Problem to work on = Find the line in the entries below that contains "c.fill(path, 'evenodd');". Repeat it exactly, and every line after it through the line that contains "M346 148 347".

(Stored data entries)

- - - - - - -

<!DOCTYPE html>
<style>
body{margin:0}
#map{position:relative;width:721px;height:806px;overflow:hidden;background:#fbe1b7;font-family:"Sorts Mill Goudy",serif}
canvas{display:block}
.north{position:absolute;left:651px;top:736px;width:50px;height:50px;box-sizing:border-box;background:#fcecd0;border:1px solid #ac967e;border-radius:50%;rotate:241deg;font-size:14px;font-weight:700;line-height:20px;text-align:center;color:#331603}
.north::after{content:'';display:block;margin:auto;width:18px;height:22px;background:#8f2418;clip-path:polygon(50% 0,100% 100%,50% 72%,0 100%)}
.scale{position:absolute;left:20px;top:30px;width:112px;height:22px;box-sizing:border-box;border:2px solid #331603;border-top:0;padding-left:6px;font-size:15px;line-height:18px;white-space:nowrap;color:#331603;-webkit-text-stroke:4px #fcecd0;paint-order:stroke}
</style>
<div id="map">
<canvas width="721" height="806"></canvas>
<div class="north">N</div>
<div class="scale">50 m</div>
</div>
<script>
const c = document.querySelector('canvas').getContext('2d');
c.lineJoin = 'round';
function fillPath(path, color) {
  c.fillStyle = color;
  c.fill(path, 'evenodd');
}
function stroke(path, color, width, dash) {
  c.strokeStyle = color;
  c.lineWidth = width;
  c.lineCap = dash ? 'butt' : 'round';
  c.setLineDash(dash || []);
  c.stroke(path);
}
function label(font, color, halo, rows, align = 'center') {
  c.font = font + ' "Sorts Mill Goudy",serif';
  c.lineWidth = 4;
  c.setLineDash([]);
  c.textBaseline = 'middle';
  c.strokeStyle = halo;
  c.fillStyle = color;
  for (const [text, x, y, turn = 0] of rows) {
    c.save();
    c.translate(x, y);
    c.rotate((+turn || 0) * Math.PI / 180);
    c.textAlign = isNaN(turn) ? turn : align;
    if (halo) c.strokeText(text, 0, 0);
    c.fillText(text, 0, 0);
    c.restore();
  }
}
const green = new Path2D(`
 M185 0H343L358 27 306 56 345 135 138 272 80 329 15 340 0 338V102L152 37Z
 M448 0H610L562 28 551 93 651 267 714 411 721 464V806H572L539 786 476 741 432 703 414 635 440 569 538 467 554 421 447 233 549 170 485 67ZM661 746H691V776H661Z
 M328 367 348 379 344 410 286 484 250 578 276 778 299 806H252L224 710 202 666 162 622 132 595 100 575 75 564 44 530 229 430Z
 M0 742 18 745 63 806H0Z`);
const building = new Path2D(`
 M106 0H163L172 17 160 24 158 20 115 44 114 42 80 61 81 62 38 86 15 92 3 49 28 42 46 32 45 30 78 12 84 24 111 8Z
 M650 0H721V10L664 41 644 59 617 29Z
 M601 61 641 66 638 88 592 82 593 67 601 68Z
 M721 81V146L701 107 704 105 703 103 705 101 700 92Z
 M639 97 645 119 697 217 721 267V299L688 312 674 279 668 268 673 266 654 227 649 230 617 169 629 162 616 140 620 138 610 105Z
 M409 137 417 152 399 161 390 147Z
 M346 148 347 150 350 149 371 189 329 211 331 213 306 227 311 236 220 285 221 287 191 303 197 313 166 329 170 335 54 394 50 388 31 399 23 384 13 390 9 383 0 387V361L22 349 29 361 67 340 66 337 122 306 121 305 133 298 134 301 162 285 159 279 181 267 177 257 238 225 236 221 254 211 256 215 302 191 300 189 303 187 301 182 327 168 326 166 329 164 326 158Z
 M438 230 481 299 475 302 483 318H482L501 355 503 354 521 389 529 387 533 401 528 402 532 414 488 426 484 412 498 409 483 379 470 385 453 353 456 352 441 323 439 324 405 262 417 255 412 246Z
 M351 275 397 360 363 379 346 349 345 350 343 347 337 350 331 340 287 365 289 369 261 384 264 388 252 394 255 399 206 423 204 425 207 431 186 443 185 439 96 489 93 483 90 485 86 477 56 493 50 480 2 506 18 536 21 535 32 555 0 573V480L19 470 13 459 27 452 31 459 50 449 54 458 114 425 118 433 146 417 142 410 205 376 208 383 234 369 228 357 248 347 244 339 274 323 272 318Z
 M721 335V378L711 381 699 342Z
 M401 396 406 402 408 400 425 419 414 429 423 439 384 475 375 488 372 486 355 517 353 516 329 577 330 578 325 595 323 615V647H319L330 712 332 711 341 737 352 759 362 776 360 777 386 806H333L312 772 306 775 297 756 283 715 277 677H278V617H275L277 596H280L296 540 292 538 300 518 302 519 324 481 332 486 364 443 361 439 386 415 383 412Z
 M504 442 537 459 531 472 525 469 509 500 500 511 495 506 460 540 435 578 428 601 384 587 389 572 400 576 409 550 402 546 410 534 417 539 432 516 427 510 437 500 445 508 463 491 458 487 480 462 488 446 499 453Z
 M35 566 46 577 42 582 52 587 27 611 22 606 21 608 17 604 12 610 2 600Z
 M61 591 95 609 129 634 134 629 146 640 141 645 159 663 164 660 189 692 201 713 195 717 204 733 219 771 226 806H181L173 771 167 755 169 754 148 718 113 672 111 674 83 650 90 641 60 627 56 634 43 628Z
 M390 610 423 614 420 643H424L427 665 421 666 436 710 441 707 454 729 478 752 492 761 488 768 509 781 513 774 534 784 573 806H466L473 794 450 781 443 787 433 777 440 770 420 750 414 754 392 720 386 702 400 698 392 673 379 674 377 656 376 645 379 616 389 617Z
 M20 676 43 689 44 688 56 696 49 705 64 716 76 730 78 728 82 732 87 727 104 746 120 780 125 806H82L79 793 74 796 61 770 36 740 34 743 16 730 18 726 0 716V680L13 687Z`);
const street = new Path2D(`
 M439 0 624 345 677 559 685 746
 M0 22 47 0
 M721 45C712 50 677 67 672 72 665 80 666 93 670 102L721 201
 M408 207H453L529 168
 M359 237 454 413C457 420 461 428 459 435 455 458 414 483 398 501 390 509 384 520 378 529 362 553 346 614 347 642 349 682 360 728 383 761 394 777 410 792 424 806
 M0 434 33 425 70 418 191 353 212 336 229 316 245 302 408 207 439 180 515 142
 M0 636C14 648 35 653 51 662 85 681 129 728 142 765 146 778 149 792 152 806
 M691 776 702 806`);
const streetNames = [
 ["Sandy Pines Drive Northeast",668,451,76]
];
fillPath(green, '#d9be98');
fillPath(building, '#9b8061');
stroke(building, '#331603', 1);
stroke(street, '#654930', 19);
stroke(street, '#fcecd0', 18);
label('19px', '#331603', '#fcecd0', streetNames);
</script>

- - - - - - -

Written answer =
  c.fill(path, 'evenodd');
}
function stroke(path, color, width, dash) {
  c.strokeStyle = color;
  c.lineWidth = width;
  c.lineCap = dash ? 'butt' : 'round';
  c.setLineDash(dash || []);
  c.stroke(path);
}
function label(font, color, halo, rows, align = 'center') {
  c.font = font + ' "Sorts Mill Goudy",serif';
  c.lineWidth = 4;
  c.setLineDash([]);
  c.textBaseline = 'middle';
  c.strokeStyle = halo;
  c.fillStyle = color;
  for (const [text, x, y, turn = 0] of rows) {
    c.save();
    c.translate(x, y);
    c.rotate((+turn || 0) * Math.PI / 180);
    c.textAlign = isNaN(turn) ? turn : align;
    if (halo) c.strokeText(text, 0, 0);
    c.fillText(text, 0, 0);
    c.restore();
  }
}
const green = new Path2D(`
 M185 0H343L358 27 306 56 345 135 138 272 80 329 15 340 0 338V102L152 37Z
 M448 0H610L562 28 551 93 651 267 714 411 721 464V806H572L539 786 476 741 432 703 414 635 440 569 538 467 554 421 447 233 549 170 485 67ZM661 746H691V776H661Z
 M328 367 348 379 344 410 286 484 250 578 276 778 299 806H252L224 710 202 666 162 622 132 595 100 575 75 564 44 530 229 430Z
 M0 742 18 745 63 806H0Z`);
const building = new Path2D(`
 M106 0H163L172 17 160 24 158 20 115 44 114 42 80 61 81 62 38 86 15 92 3 49 28 42 46 32 45 30 78 12 84 24 111 8Z
 M650 0H721V10L664 41 644 59 617 29Z
 M601 61 641 66 638 88 592 82 593 67 601 68Z
 M721 81V146L701 107 704 105 703 103 705 101 700 92Z
 M639 97 645 119 697 217 721 267V299L688 312 674 279 668 268 673 266 654 227 649 230 617 169 629 162 616 140 620 138 610 105Z
 M409 137 417 152 399 161 390 147Z
 M346 148 347 150 350 149 371 189 329 211 331 213 306 227 311 236 220 285 221 287 191 303 197 313 166 329 170 335 54 394 50 388 31 399 23 384 13 390 9 383 0 387V361L22 349 29 361 67 340 66 337 122 306 121 305 133 298 134 301 162 285 159 279 181 267 177 257 238 225 236 221 254 211 256 215 302 191 300 189 303 187 301 182 327 168 326 166 329 164 326 158Z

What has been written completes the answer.